### INPUT RECORDS ###

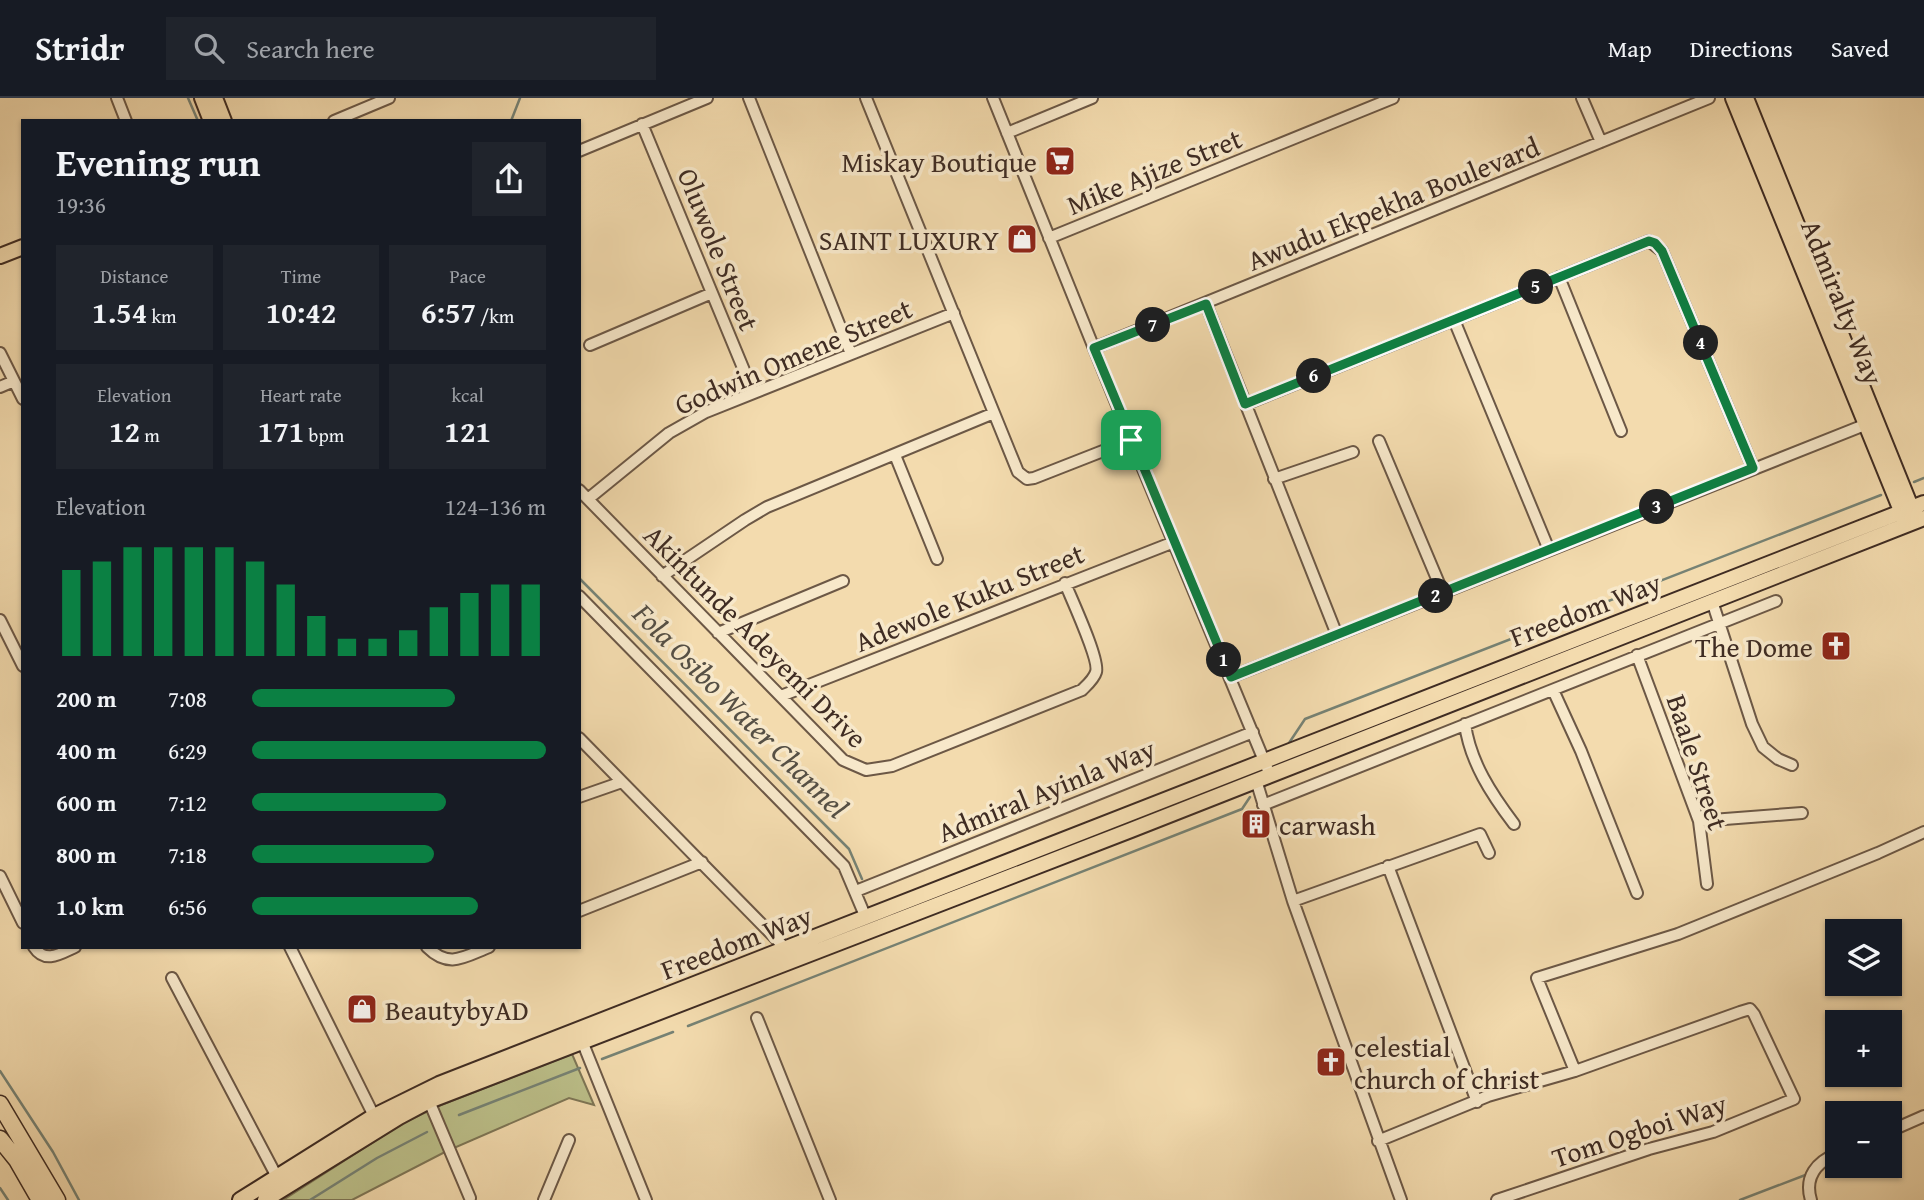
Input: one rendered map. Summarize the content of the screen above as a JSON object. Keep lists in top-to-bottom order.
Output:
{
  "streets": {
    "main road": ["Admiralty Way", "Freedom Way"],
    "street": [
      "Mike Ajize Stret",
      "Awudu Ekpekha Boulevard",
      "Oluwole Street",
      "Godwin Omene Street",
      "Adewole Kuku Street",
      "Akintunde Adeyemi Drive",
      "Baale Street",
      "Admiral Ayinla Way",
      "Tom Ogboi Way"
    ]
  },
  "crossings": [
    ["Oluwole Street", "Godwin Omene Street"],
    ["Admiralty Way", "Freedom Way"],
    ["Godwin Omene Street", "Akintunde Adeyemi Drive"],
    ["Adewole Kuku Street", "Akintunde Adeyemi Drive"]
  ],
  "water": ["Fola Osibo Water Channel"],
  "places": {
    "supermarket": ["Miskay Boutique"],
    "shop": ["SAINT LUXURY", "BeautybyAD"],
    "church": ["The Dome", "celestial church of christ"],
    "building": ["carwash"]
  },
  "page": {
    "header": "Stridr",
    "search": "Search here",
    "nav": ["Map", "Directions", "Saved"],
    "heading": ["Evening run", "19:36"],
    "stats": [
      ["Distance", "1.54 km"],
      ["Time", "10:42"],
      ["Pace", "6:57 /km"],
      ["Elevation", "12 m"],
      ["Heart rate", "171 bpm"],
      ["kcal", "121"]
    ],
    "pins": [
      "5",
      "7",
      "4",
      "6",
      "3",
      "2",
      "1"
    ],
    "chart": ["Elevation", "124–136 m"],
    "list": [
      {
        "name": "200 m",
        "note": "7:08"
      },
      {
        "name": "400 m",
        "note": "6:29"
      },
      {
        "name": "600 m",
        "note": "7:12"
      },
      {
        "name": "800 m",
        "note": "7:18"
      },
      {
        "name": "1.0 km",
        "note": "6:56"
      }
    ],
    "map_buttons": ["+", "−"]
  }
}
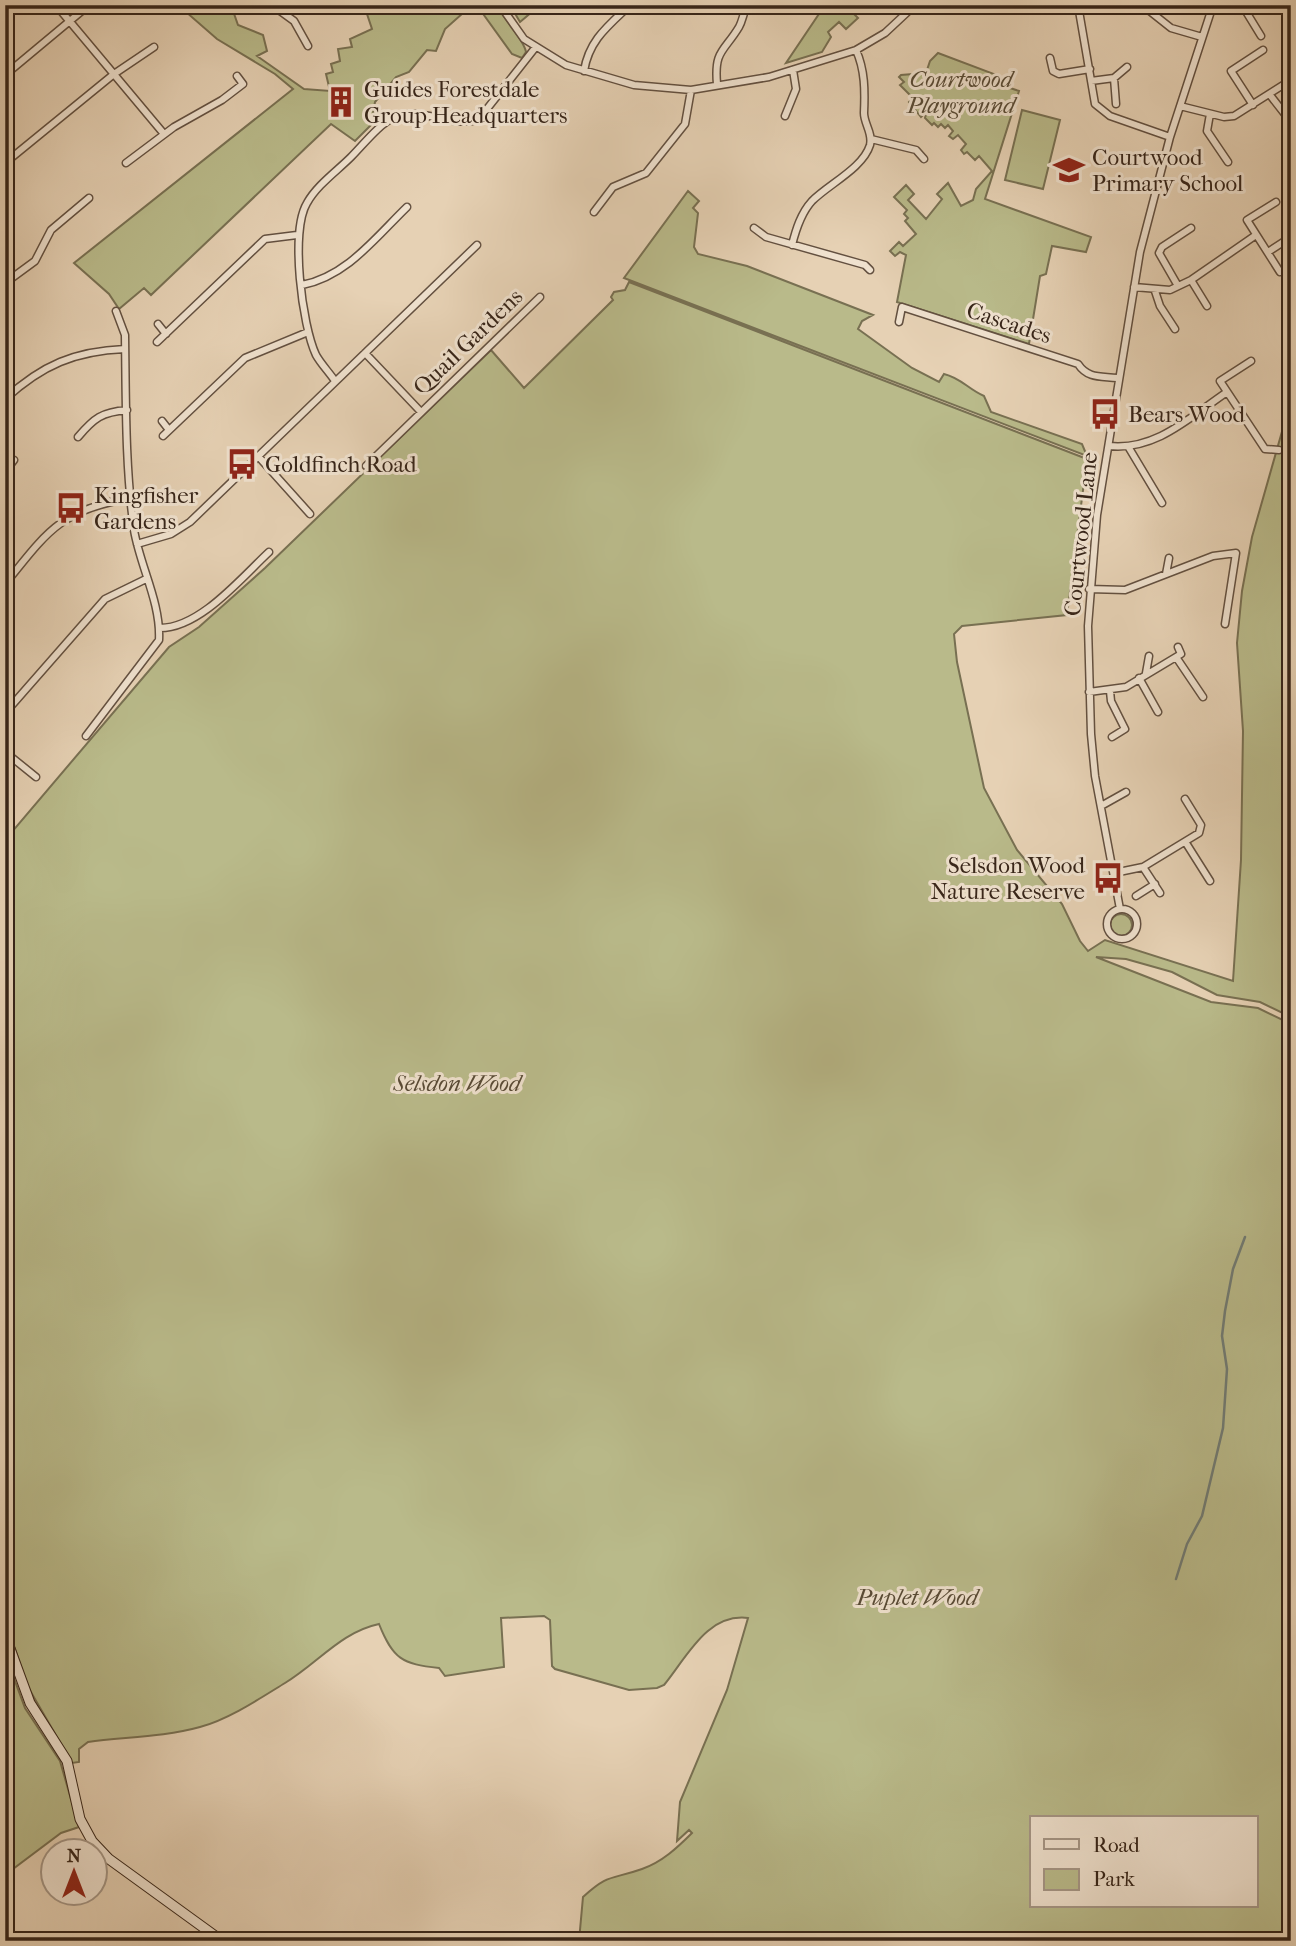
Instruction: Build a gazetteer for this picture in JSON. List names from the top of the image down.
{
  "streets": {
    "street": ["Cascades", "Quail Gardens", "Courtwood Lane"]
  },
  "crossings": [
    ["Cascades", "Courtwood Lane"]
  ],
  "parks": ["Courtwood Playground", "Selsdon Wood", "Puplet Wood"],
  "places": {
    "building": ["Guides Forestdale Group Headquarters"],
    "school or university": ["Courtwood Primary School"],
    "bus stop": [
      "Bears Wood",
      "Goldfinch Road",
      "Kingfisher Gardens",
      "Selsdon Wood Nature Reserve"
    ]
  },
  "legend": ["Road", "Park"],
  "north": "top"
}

###

PROBLEM => Write the records out exactly once more, leaving off the pictures.

RESULT =>
Input: one rendered map. Summarize the content of the screen above as a JSON object. Keep lists in top-to-bottom order.
Output:
{
  "streets": {
    "main road": ["Admiralty Way", "Freedom Way"],
    "street": [
      "Mike Ajize Stret",
      "Awudu Ekpekha Boulevard",
      "Oluwole Street",
      "Godwin Omene Street",
      "Adewole Kuku Street",
      "Akintunde Adeyemi Drive",
      "Baale Street",
      "Admiral Ayinla Way",
      "Tom Ogboi Way"
    ]
  },
  "crossings": [
    ["Oluwole Street", "Godwin Omene Street"],
    ["Admiralty Way", "Freedom Way"],
    ["Godwin Omene Street", "Akintunde Adeyemi Drive"],
    ["Adewole Kuku Street", "Akintunde Adeyemi Drive"]
  ],
  "water": ["Fola Osibo Water Channel"],
  "places": {
    "supermarket": ["Miskay Boutique"],
    "shop": ["SAINT LUXURY", "BeautybyAD"],
    "church": ["The Dome", "celestial church of christ"],
    "building": ["carwash"]
  },
  "page": {
    "header": "Stridr",
    "search": "Search here",
    "nav": ["Map", "Directions", "Saved"],
    "heading": ["Evening run", "19:36"],
    "stats": [
      ["Distance", "1.54 km"],
      ["Time", "10:42"],
      ["Pace", "6:57 /km"],
      ["Elevation", "12 m"],
      ["Heart rate", "171 bpm"],
      ["kcal", "121"]
    ],
    "pins": [
      "5",
      "7",
      "4",
      "6",
      "3",
      "2",
      "1"
    ],
    "chart": ["Elevation", "124–136 m"],
    "list": [
      {
        "name": "200 m",
        "note": "7:08"
      },
      {
        "name": "400 m",
        "note": "6:29"
      },
      {
        "name": "600 m",
        "note": "7:12"
      },
      {
        "name": "800 m",
        "note": "7:18"
      },
      {
        "name": "1.0 km",
        "note": "6:56"
      }
    ],
    "map_buttons": ["+", "−"]
  }
}
Instruction: Build a gazetteer for this picture in JSON. List names from the top of the image down.
{
  "streets": {
    "street": ["Cascades", "Quail Gardens", "Courtwood Lane"]
  },
  "crossings": [
    ["Cascades", "Courtwood Lane"]
  ],
  "parks": ["Courtwood Playground", "Selsdon Wood", "Puplet Wood"],
  "places": {
    "building": ["Guides Forestdale Group Headquarters"],
    "school or university": ["Courtwood Primary School"],
    "bus stop": [
      "Bears Wood",
      "Goldfinch Road",
      "Kingfisher Gardens",
      "Selsdon Wood Nature Reserve"
    ]
  },
  "legend": ["Road", "Park"],
  "north": "top"
}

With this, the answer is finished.